Il n’y a pas de fin dans l’infini.

L’homme peut faire, contre mauvaise fortune, bon cœur ; l’homme peut, faute de mieux, être un spectateur ; mais, contrairement à Jules de Gaultier, j’estime que la connaissance est, d’abord et avant toute chose, action, et qu’elle ne devient spectacle qu’ensuite, par simple fonctionnement cérébral, par une utilisation totale de l’influx nerveux. Celui-ci utilisé tout d’abord dans les centres affectifs les plus puissants parvient finalement dans les centres intellectuels toujours sous la dépendance des centres affectifs. Physiologiquement, toute la vie n’est qu’une suite de réactions de la substance vivante contre les excitations du milieu. Ces réactions n’utilisent pas totalement l’énergie nerveuse déclenchée par les excitations ; une partie de cette énergie inutilisée modifie la substance cérébrale, préparant d’autres actions plus complexes lors des futures excitations. La pensée, étant un effet de ces excitations, ne peut donc être une cause initiale, créatrice, indépendante de spectacles. Elle subit tous les avatars des chocs et des heurts d’un univers instable et chaotique. La vie existe d’ailleurs en grande partie sans conscience et sans apparence spirituelle.

La pensée est donc bien un luxe, c’est-à-dire un surplus et l’homme, c’est-à-dire l’enfant, et philogénétiquement le pré-humain, a d’abord senti, puis réagi et enfin pensé.

L’homme est acteur vivant avant d’être spectateur.

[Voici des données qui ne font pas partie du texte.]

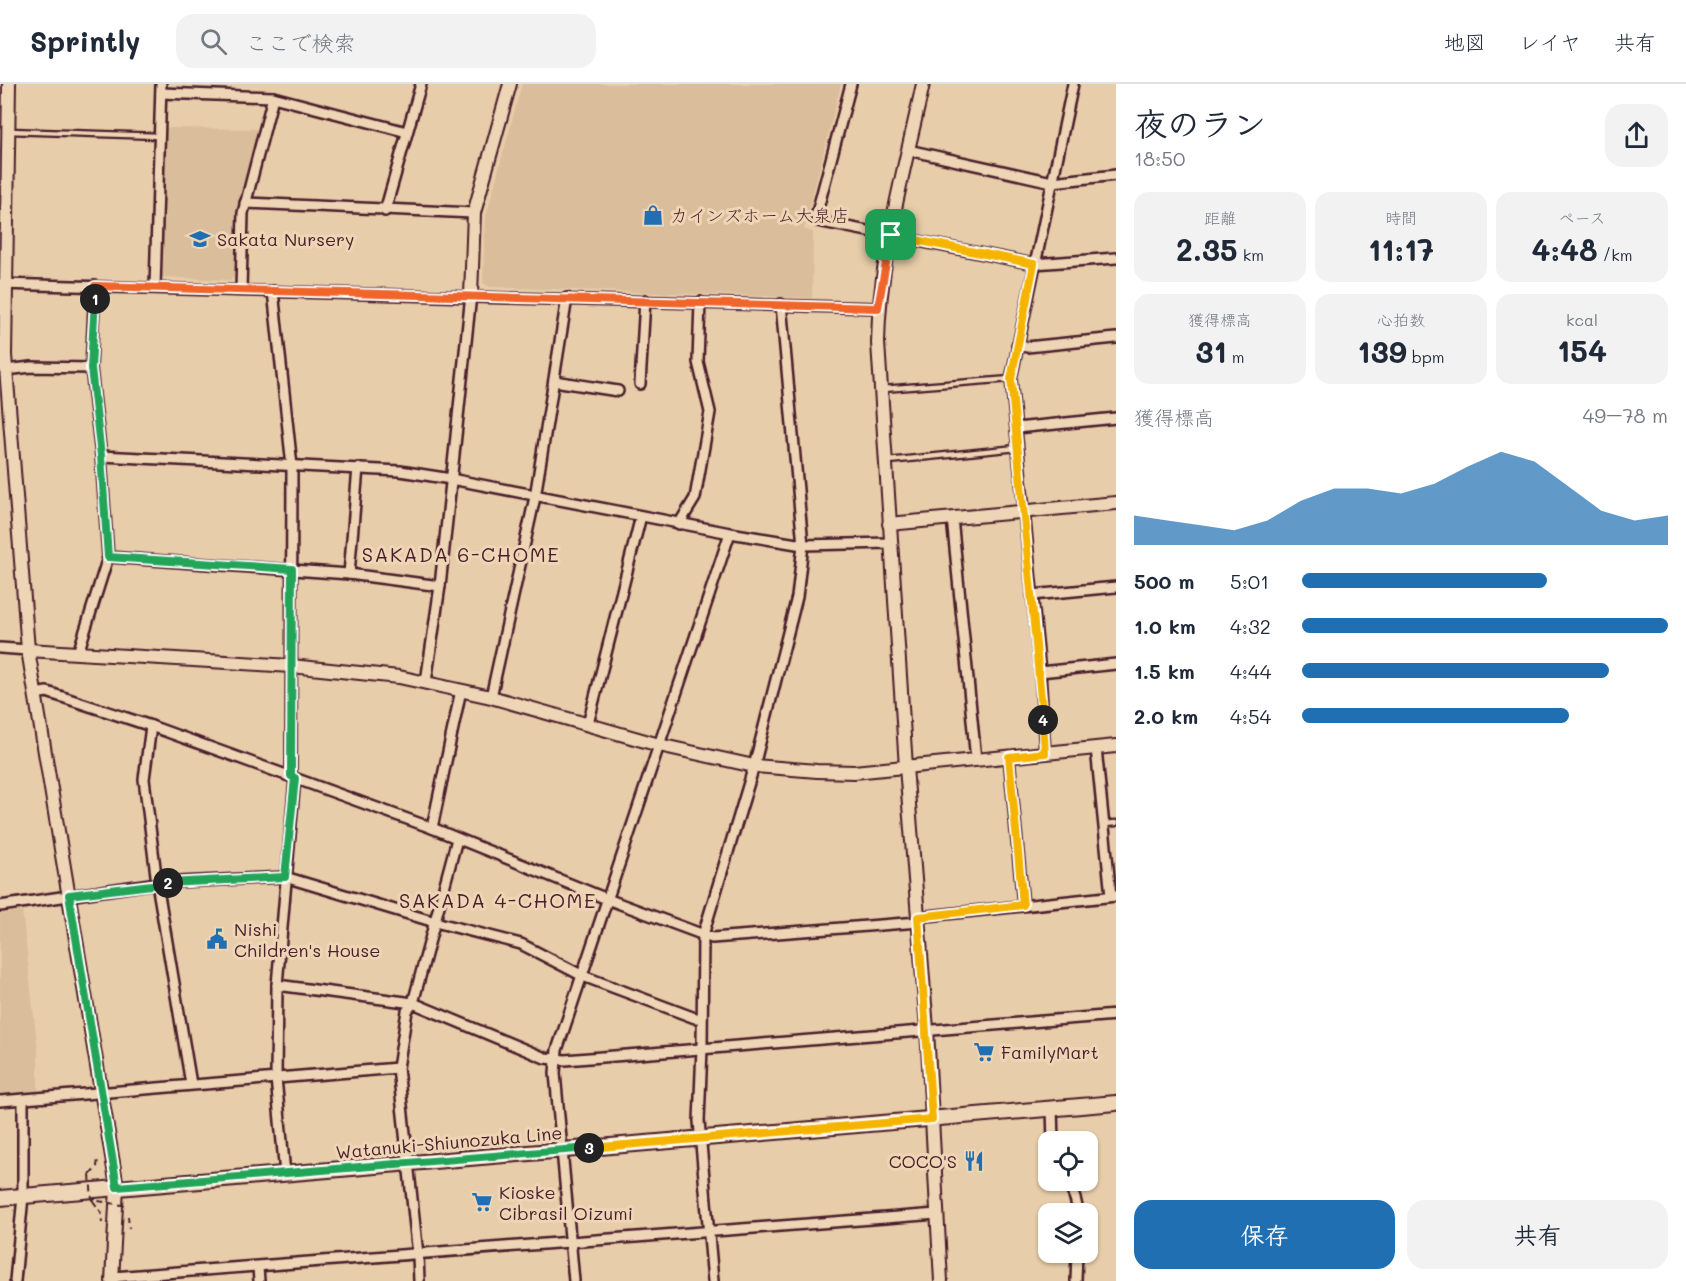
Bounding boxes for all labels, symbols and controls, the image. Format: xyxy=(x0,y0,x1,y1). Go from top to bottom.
search box xyxy=(176,14,596,68)
text: Sprintly xyxy=(30,23,140,59)
icon: search xyxy=(197,25,230,58)
text: ここで検索 xyxy=(245,28,355,57)
text: 地図 xyxy=(1444,28,1486,55)
text: レイヤ xyxy=(1519,28,1581,55)
text: 共有 xyxy=(1614,28,1656,55)
text: 夜のラン xyxy=(1134,101,1266,144)
button: share xyxy=(1605,104,1668,167)
text: 18:50 xyxy=(1134,145,1185,171)
shop icon: カインズホーム大泉店 xyxy=(641,203,665,227)
place label: カインズホーム大泉店 xyxy=(670,203,849,227)
text: 距離 xyxy=(1204,207,1236,228)
text: 時間 xyxy=(1385,207,1417,228)
text: ペース xyxy=(1558,207,1606,228)
pin xyxy=(865,209,916,260)
icon: arrive xyxy=(874,218,907,251)
school or university icon: Sakata Nursery xyxy=(188,227,212,251)
place label: Sakata Nursery xyxy=(217,227,355,251)
text: 2.35 xyxy=(1176,229,1238,269)
text: 11:17 xyxy=(1368,229,1434,269)
text: 4:48 xyxy=(1532,229,1598,269)
text: km xyxy=(1238,244,1264,265)
text: /km xyxy=(1598,244,1632,265)
pin: 1 xyxy=(80,284,110,314)
text: 1 xyxy=(91,288,99,309)
text: 獲得標高 xyxy=(1188,309,1252,330)
text: 心拍数 xyxy=(1377,309,1425,330)
text: kcal xyxy=(1566,309,1598,330)
text: 154 xyxy=(1557,330,1607,370)
text: 31 xyxy=(1195,331,1227,371)
text: 139 xyxy=(1357,331,1407,371)
text: m xyxy=(1227,346,1245,367)
text: bpm xyxy=(1407,346,1445,367)
text: 49–78 m xyxy=(1583,402,1668,428)
text: 獲得標高 xyxy=(1134,404,1214,430)
district label: SAKADA 6-CHOME xyxy=(362,541,560,567)
text: 500 m xyxy=(1134,568,1194,594)
text: 5:01 xyxy=(1230,568,1269,594)
text: 1.0 km xyxy=(1134,613,1196,639)
text: 4:32 xyxy=(1230,613,1271,639)
text: 1.5 km xyxy=(1134,658,1195,684)
text: 4:44 xyxy=(1230,658,1271,684)
text: 2.0 km xyxy=(1134,703,1198,729)
text: 4:54 xyxy=(1230,703,1271,729)
pin: 4 xyxy=(1028,705,1058,735)
text: 4 xyxy=(1038,709,1048,730)
pin: 2 xyxy=(153,868,183,898)
text: 2 xyxy=(164,872,172,893)
district label: SAKADA 4-CHOME xyxy=(399,887,597,913)
place label: Nishi Children's House xyxy=(234,917,380,962)
public building icon: Nishi Children's House xyxy=(205,927,229,951)
supermarket icon: FamilyMart xyxy=(972,1040,996,1064)
place label: FamilyMart xyxy=(1001,1040,1099,1064)
street label: Watanuki-Shiunozuka Line xyxy=(335,1120,563,1164)
map controls xyxy=(1038,1131,1098,1263)
button: locate xyxy=(1038,1131,1098,1191)
pin: 3 xyxy=(574,1133,604,1163)
text: 3 xyxy=(584,1137,594,1158)
place label: COCO'S xyxy=(889,1149,957,1173)
restaurant icon: COCO'S xyxy=(962,1149,986,1173)
place label: Kioske Cibrasil Oizumi xyxy=(499,1180,633,1225)
supermarket icon: Kioske Cibrasil Oizumi xyxy=(470,1190,494,1214)
button: 保存 xyxy=(1134,1200,1395,1269)
button: 共有 xyxy=(1407,1200,1668,1269)
button: layers xyxy=(1038,1203,1098,1263)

Il n’y a pas de connaissance sans sensations. L’espace, le temps sont des concepts issus du mouvement. Pour vivre, il faut agir, lutter, conquérir, connaître, prévoir, penser. Penser, c’est jouer mentalement le drame de la vie, de l’univers. C’est commencer des actes qui n’aboutissent pas. La pensée est un acte différé ou un acte avorté. Elle n’a de valeur que celle que lui donnent notre activité, notre énergie, notre expérience, notre vie. Le plus pur des savants agit, crée, utilise des instruments, des appareils parfois extrêmement coûteux et compliqués, fait des expériences, plie la matière à ses calculs et à ses caprices et ressent, quoi qu’on en dise, un sentiment de joie et de puissance à en pénétrer les secrets et à la dominer, car en lui le conquérant, antérieur ou curieux, est toujours vivant.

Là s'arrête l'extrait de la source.